Bank of England: Unsicherheit über den Einsatz von Instrumenten führt zum Kontrollverlust über die Zinserwartungen

Im Gegensatz zur Fed hat die Bank of England für erhebliche Marktschwankungen gesorgt, vor allem weil ihre Kommunikation viel zu wünschen übrigließ. Im Oktober gab Andrew Bailey, der Gouverneur der BoE, ein klares Signal: Die Bank sei besorgt, dass die Inflationserwartungen nach oben ausschlagen könnten und erklärte, dass sie „handeln müsse“, um den Inflationsdruck zu dämpfen. Damit schien die Bank den Markt auf einen „schlechten“ Kurswechsel der Falken vorzubereiten, d. h. auf eine Straffung der Geldpolitik, um den Inflationsgeist wieder in die Flasche zu bekommen.

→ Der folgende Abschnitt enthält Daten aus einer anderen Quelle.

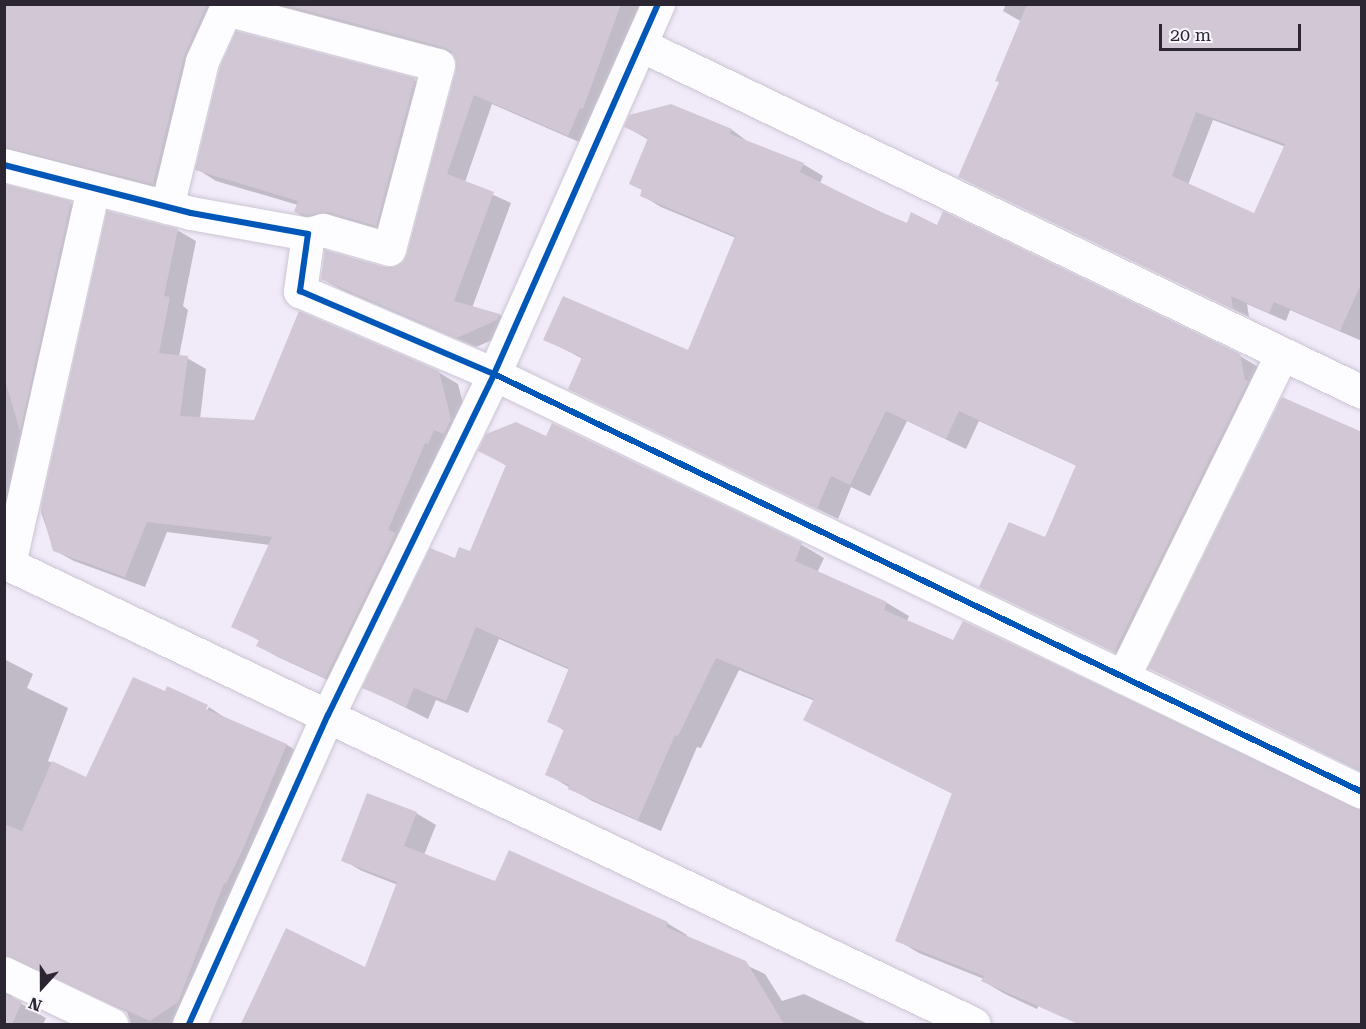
<!DOCTYPE html>
<style>
body{margin:0}
#map{position:relative;width:1366px;height:1029px;overflow:hidden;background:#f1eaf9;font-family:"Roboto Serif",serif}
div>[style]{position:absolute}
[style*='--x']{left:calc(var(--x)*1px);top:calc(var(--y)*1px);width:calc(var(--w)*1px);rotate:calc(var(--a)*1deg)}
.shadow>*{inset:0;background:#0003}
.building>*{inset:0;background:#d2c8d5}
.roads{filter:drop-shadow(0 0 2px #cbc5d2) drop-shadow(0 0 2px #cbc5d2)}
.street>*{height:33px;margin:-16.5px;padding:0 16.5px;transform-origin:16.5px;border-radius:16.5px;background:#fdfcfe}
.secondary>*{height:33px;margin:-16.5px;padding:0 16.5px;transform-origin:16.5px;border-radius:16.5px;background:#fdfcfe}
.cycleway>*{height:6px;margin:-3px;padding:0 3px;transform-origin:3px;border-radius:3px;background:#0057b8}
span{translate:-50% -50%;white-space:nowrap;text-align:center;line-height:1.15;-webkit-text-stroke:6px #f8f5fc;paint-order:stroke}
.frame{position:absolute;inset:0;border:6px solid #2c2633;pointer-events:none}
.north{position:absolute;left:12px;top:957px;width:60px;height:60px;-webkit-text-stroke:4px #f8f5fc;paint-order:stroke;rotate:201deg;font-size:16px;font-weight:700;line-height:24px;text-align:center;color:#2c2633}
.north::after{content:'';display:block;margin:auto;width:21px;height:27px;background:#2c2633;clip-path:polygon(50% 0,100% 100%,50% 72%,0 100%)}
.scale{position:absolute;left:1159px;top:24px;width:142px;height:27px;box-sizing:border-box;border:3px solid #2c2633;border-top:0;padding-left:8px;font-size:18px;line-height:21px;white-space:nowrap;color:#2c2633;-webkit-text-stroke:4px #f8f5fc;paint-order:stroke}
</style>
<div id="map">
<div class="shadow">
<div style="clip-path:polygon(4px 4px,230px 4px,171px 193px,4px 169px)"></div>
<div style="clip-path:polygon(266px 4px,646px 4px,586px 145px,492px 104px,465px 182px,511px 203px,472px 308px,500px 315px,517px 325px,515px 330px,476px 347px,340px 289px,322px 279px,393px 269px,403px 264px,408px 255px,458px 70px,458px 60px,454px 54px)"></div>
<div style="clip-path:polygon(evenodd,1006px 4px,1316px 4px,1362px 27px,1362px 341px,1290px 310px,1286px 321px,1247px 304px,1249px 317px,976px 185px,1001px 82px,1022px 22px,1003px 11px,1006px 4px,1213px 120px,1286px 147px,1254px 215px,1188px 185px,1213px 120px)"></div>
<div style="clip-path:polygon(414px 80px,434px 91px,395px 236px,315px 223px,295px 212px,298px 205px,216px 181px,197px 169px)"></div>
<div style="clip-path:polygon(671px 105px,732px 130px,751px 144px,803px 164px,823px 176px,820px 183px,908px 225px,1240px 356px,1260px 368px,1135px 662px,981px 586px,1046px 539px,1077px 466px,979px 421px,966px 449px,907px 421px,870px 496px,851px 487px,838px 519px,569px 388px,583px 359px,545px 339px,688px 352px,736px 238px,661px 207px,641px 195px,649px 140px,626px 127px)"></div>
<div style="clip-path:polygon(4px 183px,6px 186px,70px 203px,88px 213px,22px 508px,4px 501px)"></div>
<div style="clip-path:polygon(108px 213px,177px 230px,196px 241px,183px 306px,188px 310px,179px 357px,187px 358px,206px 369px,200px 419px,255px 422px,438px 372px,458px 384px,470px 431px,345px 688px,278px 657px,258px 646px,260px 641px,233px 626px,270px 545px,167px 532px,145px 587px,74px 561px,54px 550px,41px 512px)"></div>
<div style="clip-path:polygon(553px 425px,802px 545px,824px 558px,817px 573px,887px 603px,909px 616px,907px 621px,1362px 812px,1362px 1024px,1079px 1024px,1070px 1019px,1058px 967px,1037px 1009px,1005px 994px,983px 981px,984px 979px,919px 953px,897px 940px,953px 794px,805px 720px,815px 701px,739px 670px,701px 748px,697px 747px,661px 831px,592px 801px,547px 774px,565px 731px,549px 721px,570px 670px,499px 639px,468px 713px,436px 700px,428px 719px,364px 687px,456px 560px,471px 553px,507px 466px,479px 450px,547px 438px)"></div>
<div style="clip-path:polygon(1362px 434px,1362px 772px,1150px 668px)"></div>
<div style="clip-path:polygon(4px 659px,33px 674px,27px 688px,68px 708px,48px 761px,86px 779px,204px 716px,209px 707px,231px 722px,287px 745px,311px 759px,190px 1024px,131px 1024px,127px 1012px,38px 970px,28px 968px,10px 990px,13px 999px,46px 1018px,43px 1024px,4px 1024px)"></div>
<div style="clip-path:polygon(416px 813px,436px 825px,424px 855px,496px 883px,667px 923px,687px 935px,686px 937px,765px 974px,782px 1001px,804px 994px,868px 1024px,241px 1024px,286px 930px,365px 969px,398px 885px,362px 871px,343px 860px)"></div>
</div>
<div class="building">
<div style="clip-path:polygon(4px 4px,207px 4px,184px 56px,153px 184px,4px 147px)"></div>
<div style="clip-path:polygon(282px 4px,621px 4px,583px 109px,580px 108px,568px 136px,474px 95px,447px 174px,494px 192px,454px 301px,500px 314px,497px 320px,457px 338px,321px 279px,325px 250px,384px 267px,394px 267px,403px 262px,407px 254px,456px 70px,456px 61px,452px 52px,443px 47px)"></div>
<div style="clip-path:polygon(evenodd,1027px 4px,1362px 4px,1362px 282px,1340px 331px,1274px 302px,1269px 313px,1231px 296px,1233px 309px,958px 177px,999px 82px,995px 81px,1027px 4px,1196px 112px,1285px 144px,1254px 213px,1172px 176px,1196px 112px)"></div>
<div style="clip-path:polygon(236px 31px,415px 78px,376px 226px,328px 212px,307px 215px,294px 212px,298px 201px,195px 170px,220px 67px)"></div>
<div style="clip-path:polygon(671px 104px,732px 129px,730px 134px,804px 163px,800px 172px,869px 207px,907px 223px,911px 212px,937px 225px,943px 211px,1240px 354px,1245px 380px,1248px 381px,1114px 652px,979px 587px,1009px 522px,1045px 537px,1076px 465px,959px 411px,946px 439px,886px 411px,850px 485px,831px 476px,817px 509px,568px 389px,582px 357px,543px 340px,563px 296px,688px 350px,735px 236px,640px 196px,642px 190px,629px 184px,648px 138px,624px 127px,629px 115px)"></div>
<div style="clip-path:polygon(4px 184px,71px 201px,20px 431px,4px 377px)"></div>
<div style="clip-path:polygon(107px 211px,178px 229px,164px 296px,170px 297px,159px 353px,188px 356px,180px 416px,254px 420px,299px 311px,439px 371px,451px 419px,444px 434px,434px 430px,428px 444px,425px 443px,388px 530px,396px 533px,325px 678px,256px 646px,259px 640px,231px 627px,272px 537px,147px 522px,125px 577px,53px 551px,41px 507px)"></div>
<div style="clip-path:polygon(1282px 397px,1362px 432px,1362px 771px,1148px 668px)"></div>
<div style="clip-path:polygon(516px 422px,546px 436px,552px 423px,802px 543px,795px 561px,887px 602px,884px 610px,953px 640px,963px 621px,1362px 810px,1362px 1024px,1078px 1024px,981px 981px,984px 976px,895px 941px,952px 793px,803px 720px,814px 699px,716px 658px,678px 736px,675px 735px,638px 820px,568px 789px,569px 785px,545px 775px,564px 729px,547px 722px,569px 668px,476px 627px,446px 701px,414px 688px,406px 707px,362px 688px,430px 548px,455px 558px,459px 547px,470px 551px,506px 465px,478px 451px,486px 434px)"></div>
<div style="clip-path:polygon(133px 677px,165px 691px,167px 686px,208px 705px,206px 709px,287px 744px,243px 849px,226px 884px,224px 883px,178px 1002px,150px 1021px,4px 955px,4px 824px,22px 831px,52px 761px,86px 777px)"></div>
<div style="clip-path:polygon(367px 793px,417px 812px,404px 846px,495px 881px,509px 850px,668px 922px,666px 927px,746px 961px,784px 1024px,241px 1024px,286px 928px,365px 967px,397px 882px,341px 861px)"></div>
<div style="clip-path:polygon(4px 994px,22px 1002px,12px 1024px,4px 1024px)"></div>
</div>
<div class="roads">
<div class="street">
<div style="--x:226;--y:9;--w:219;--a:14.8"></div>
<div style="--x:438;--y:65;--w:190;--a:104.9"></div>
<div style="--x:389;--y:249;--w:69;--a:-163.9"></div>
<div style="--x:323;--y:230;--w:16;--a:165"></div>
<div style="--x:641;--y:45;--w:800;--a:25.7"></div>
<div style="--x:4;--y:165;--w:193;--a:14.4"></div>
<div style="--x:191;--y:213;--w:119;--a:10.2"></div>
<div style="--x:308;--y:234;--w:58;--a:98"></div>
<div style="--x:300;--y:291;--w:211;--a:23.2"></div>
<div style="--x:494;--y:374;--w:963;--a:25.71"></div>
<div style="--x:167;--y:207;--w:150;--a:-76.5"></div>
<div style="--x:202;--y:61;--w:63;--a:-65.5"></div>
<div style="--x:9;--y:564;--w:385;--a:-77.4"></div>
<div style="--x:1123;--y:677;--w:360;--a:-63.8"></div>
<div style="--x:4;--y:973;--w:119;--a:25.5"></div>
<div style="--x:189;--y:1024;--w:339;--a:-65.8"></div>
<div style="--x:328;--y:715;--w:379;--a:-64"></div>
<div style="--x:494;--y:374;--w:405;--a:-66.1"></div>
</div>
<div class="secondary">
<div style="--x:4;--y:562;--w:1074;--a:25.47"></div>
</div>
</div>
<div class="cycleway">
<div style="--x:4;--y:165;--w:193;--a:14.4"></div>
<div style="--x:191;--y:213;--w:119;--a:10.2"></div>
<div style="--x:308;--y:234;--w:58;--a:98"></div>
<div style="--x:300;--y:291;--w:211;--a:23.2"></div>
<div style="--x:494;--y:374;--w:963;--a:25.71"></div>
<div style="--x:189;--y:1024;--w:339;--a:-65.8"></div>
<div style="--x:328;--y:715;--w:379;--a:-64"></div>
<div style="--x:494;--y:374;--w:405;--a:-66.1"></div>
</div>
<div class="frame"></div>
<div class="north">N</div>
<div class="scale">20 m</div>
</div>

Zur großen Überraschung blieb die BoE im November abwartend. Sie begründete es damit, dass die Inflation ihrer Ansicht nach auf vorübergehende Angebotsschocks zurückzuführen sei, dass die Inflationserwartungen vorerst gut verankert blieben und dass der geldpolitische Ausschuss weitere Informationen über die Entwicklung des Arbeitsmarktes einholen wolle. Die Bank ist nach wie vor der Ansicht, dass Zinserhöhungen in der Zukunft angemessen sind. Das klingt so, als könnte die BoE einen unschönen hawkischen Kurswechsel vollziehen – ähnlich den geldpolitischen Fehlern der EZB in den Jahren 2008 und 2011, als sie die Geldpolitik als Reaktion auf eine vorübergehende Inflation verschärfte, was zu einem geringeren Wachstum und niedrigeren Inflationserwartungen führte.

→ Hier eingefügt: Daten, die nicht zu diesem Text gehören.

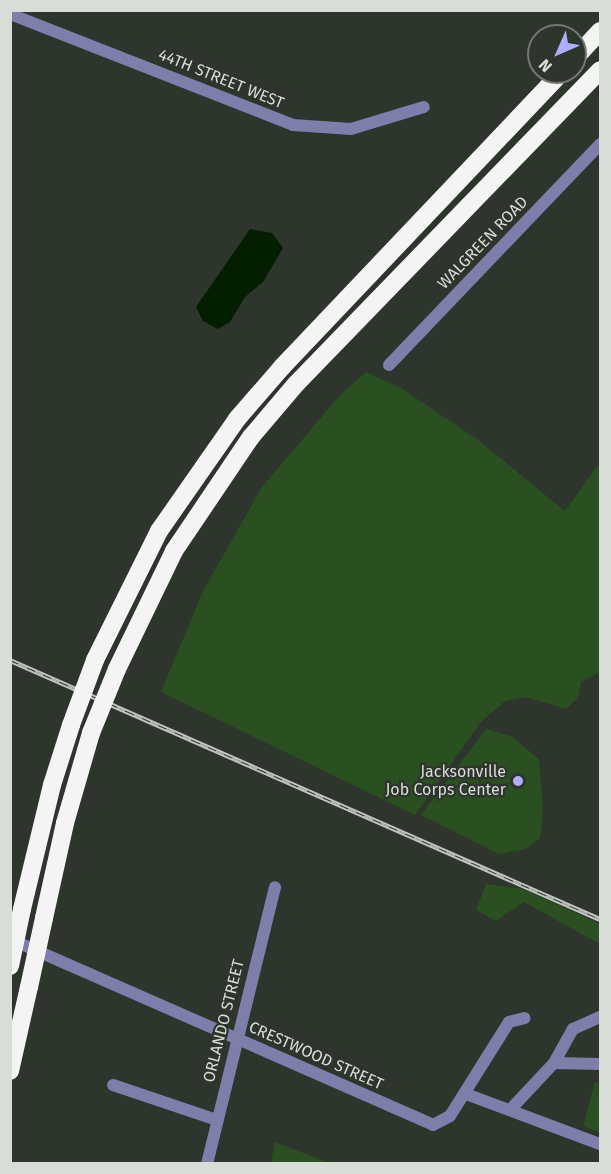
<!DOCTYPE html>
<html>
<head>
<meta charset="utf-8">
<style>
  body { margin:0 }
  #map { position:relative; width:611px; height:1174px; overflow:hidden; background:#2e352d; font-family:"Fira Sans",sans-serif }
  div>[style] { position:absolute }
  [style*='--x'] { left:calc(var(--x)*1px); top:calc(var(--y)*1px); width:calc(var(--w)*1px); rotate:calc(var(--a)*1deg) }
  .green>* { inset:0; background:#2a4f20 }
  .water>* { inset:0; background:#031f00 }
  .minor>* { height:12px; margin:-6px; padding:0 6px; transform-origin:6px; border-radius:6px; background:#7e7eab }
  .highway>* { height:18px; margin:-9px; padding:0 9px; transform-origin:9px; border-radius:9px; background:#f4f4f4 }
  .rail>* { height:5px; margin-top:-2.5px; transform-origin:0; background:repeating-linear-gradient(90deg,#2e352d 0 9px,#c1c5c0 0 18px); box-sizing:border-box; border-block:2px solid #c1c5c0 }
  .highway-bridge>* { height:18px; margin:-9px; padding:0 9px; transform-origin:9px; border-radius:9px; background:#f4f4f4 }
  .dots>* { width:16px; height:16px; translate:-50% -50%; box-sizing:border-box; border:3px solid #2e352d; border-radius:50% }
  span { translate:-50% -50%; white-space:nowrap; text-align:center; line-height:1.15; -webkit-text-stroke:4.5px #2e352d; paint-order:stroke }
  .street-label { font-size:16px; color:#d9ddd8 }
  .poi-label { font-size:16px; color:#d9ddd8 }
  .right { translate:-100% -50%; text-align:right }
  .frame { position:absolute; inset:0; border:12px solid #d9ddd8; pointer-events:none }
  .north { position:absolute; left:527px; top:24px; width:60px; height:60px; box-sizing:border-box; background:#2e352d; border:2px solid #727871; border-radius:50%; rotate:225deg; font-size:16px; font-weight:700; line-height:24px; text-align:center; color:#d9ddd8 }
  .north::after { content:''; display:block; margin:auto; width:21px; height:27px; background:#afaefa; clip-path:polygon(50% 0,100% 100%,50% 72%,0 100%) }
</style>
</head>
<body>
<div id="map">
  <div class="green">
    <div style="clip-path:polygon(366px 372px,401px 388px,478px 440px,565px 511px,600px 462px,600px 672px,581px 682px,578px 698px,566px 709px,526px 697px,505px 701px,480px 723px,415px 815px,161px 692px,203px 591px,262px 487px,340px 395px)"></div>
    <div style="clip-path:polygon(486px 729px,511px 736px,539px 759px,543px 811px,540px 838px,526px 849px,499px 854px,421px 815px)"></div>
    <div style="clip-path:polygon(486px 884px,523px 889px,600px 924px,600px 944px,524px 902px,496px 921px,476px 910px)"></div>
    <div style="clip-path:polygon(595px 1082px,600px 1084px,600px 1133px,583px 1126px)"></div>
    <div style="clip-path:polygon(275px 1142px,329px 1163px,271px 1163px)"></div>
  </div>
  <div class="water">
    <div style="clip-path:polygon(250px 229px,272px 233px,283px 248px,263px 282px,245px 297px,230px 322px,218px 329px,203px 321px,196px 307px)"></div>
  </div>
  <div class="minor">
    <div style="--x:10;--y:14;--w:304;--a:21.4"></div>
    <div style="--x:293;--y:125;--w:58;--a:3.9"></div>
    <div style="--x:351;--y:129;--w:76;--a:-16.8"></div>
    <div style="--x:389;--y:365;--w:306;--a:-46.3"></div>
    <div style="--x:10;--y:939;--w:462;--a:23.7"></div>
    <div style="--x:433;--y:1125;--w:19;--a:-28"></div>
    <div style="--x:450;--y:1116;--w:111;--a:-57.9"></div>
    <div style="--x:509;--y:1022;--w:16;--a:-14"></div>
    <div style="--x:554;--y:1063;--w:46;--a:1.2"></div>
    <div style="--x:113;--y:1085;--w:110;--a:18.6"></div>
    <div style="--x:466;--y:1094;--w:143;--a:20.5"></div>
    <div style="--x:510;--y:1110;--w:64;--a:-46.9"></div>
    <div style="--x:554;--y:1063;--w:39;--a:-61"></div>
    <div style="--x:573;--y:1029;--w:30;--a:-24"></div>
    <div style="--x:207;--y:1164;--w:285;--a:-76.2"></div>
  </div>
  <div class="highway">
    <div style="--x:575;--y:58;--w:37;--a:-47"></div>
    <div style="--x:95;--y:660;--w:144;--a:-63.6"></div>
    <div style="--x:159;--y:531;--w:136;--a:-55.1"></div>
    <div style="--x:237;--y:419;--w:69;--a:-49.1"></div>
    <div style="--x:282;--y:367;--w:407;--a:-46.5"></div>
    <div style="--x:117;--y:669;--w:131;--a:-64.2"></div>
    <div style="--x:174;--y:551;--w:138;--a:-56"></div>
    <div style="--x:251;--y:437;--w:70;--a:-49.7"></div>
    <div style="--x:296;--y:384;--w:437;--a:-45.9"></div>
    <div style="--x:22;--y:909;--w:128;--a:-76.4"></div>
    <div style="--x:52;--y:785;--w:63;--a:-72.4"></div>
    <div style="--x:44;--y:918;--w:97;--a:-77.5"></div>
    <div style="--x:65;--y:823;--w:94;--a:-73.9"></div>
    <div style="--x:10;--y:1071;--w:86;--a:-77.3"></div>
  </div>
  <div class="rail">
    <div style="--x:10;--y:660;--w:644;--a:23.7"></div>
  </div>
  <div class="highway-bridge">
    <div style="--x:71;--y:725;--w:69;--a:-69.7"></div>
    <div style="--x:91;--y:733;--w:69;--a:-67.9"></div>
    <div style="--x:10;--y:966;--w:58;--a:-78.1"></div>
    <div style="--x:29;--y:987;--w:71;--a:-77.7"></div>
  </div>
  <div class="dots">
    <div style="left:518px;top:781px;background:#afaefa"></div>
  </div>
  <div class="street-label">
    <span style="left:221px;top:79px;rotate:22deg">44TH STREET WEST</span>
    <span style="left:483px;top:243px;rotate:-46deg">WALGREEN ROAD</span>
    <span style="left:224px;top:1021px;rotate:-76deg">ORLANDO STREET</span>
    <span style="left:316px;top:1056px;rotate:24deg">CRESTWOOD STREET</span>
  </div>
  <div class="poi-label">
    <span class="right" style="left:506px;top:781px">Jacksonville<br>Job Corps Center</span>
  </div>
  <div class="frame"></div>
  <div class="north">N</div>
</div>
</body>
</html>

Der wahre Grund für den Verzicht auf eine Zinserhöhung im November war wahrscheinlich, dass die BoE der Meinung war, die Markterwartungen für eine Zinserhöhung wären überzogen. Die Bank selbst hatte das Feuer dieser hawkischen Preisanpassung geschürt und anschließend die Kontrolle verloren. Ein Hauptgrund für die verlorene Fähigkeit die Markterwartungen zu steuern, liegt darin, dass die Bank of England große Unsicherheit darüber geschaffen hat, wie sie ihre politischen Instrumente einsetzen wird. Die Fed hat sich in dieser Hinsicht immer sehr klar geäußert: Zuerst wird sie das QE beenden, und erst dann werden Zinserhöhungen ins Spiel kommen. Die BoE hat angedeutet, dass sie die Zinssätze anheben könnte, während sie weiterhin QE einsetzt. Das ist ein wenig so, als würde man gleichzeitig auf Gaspedal und Bremse treten. Damit hat sie möglicherweise auch die Wirksamkeit künftiger QEs reduziert, denn im Wesentlichen beruht deren Wirksamkeit auf der Annahme, dass es keine Zinserhöhungen geben wird, solange das QE läuft. Die Lektion für die Bank of England ist einfach: Wenn man Unsicherheit darüber schafft, wie man seine monetären Instrumente einzusetzen gedenkt, darf man sich nicht wundern, wenn der Markt Schwierigkeiten hat, die künftigen Maßnahmen zu bewerten.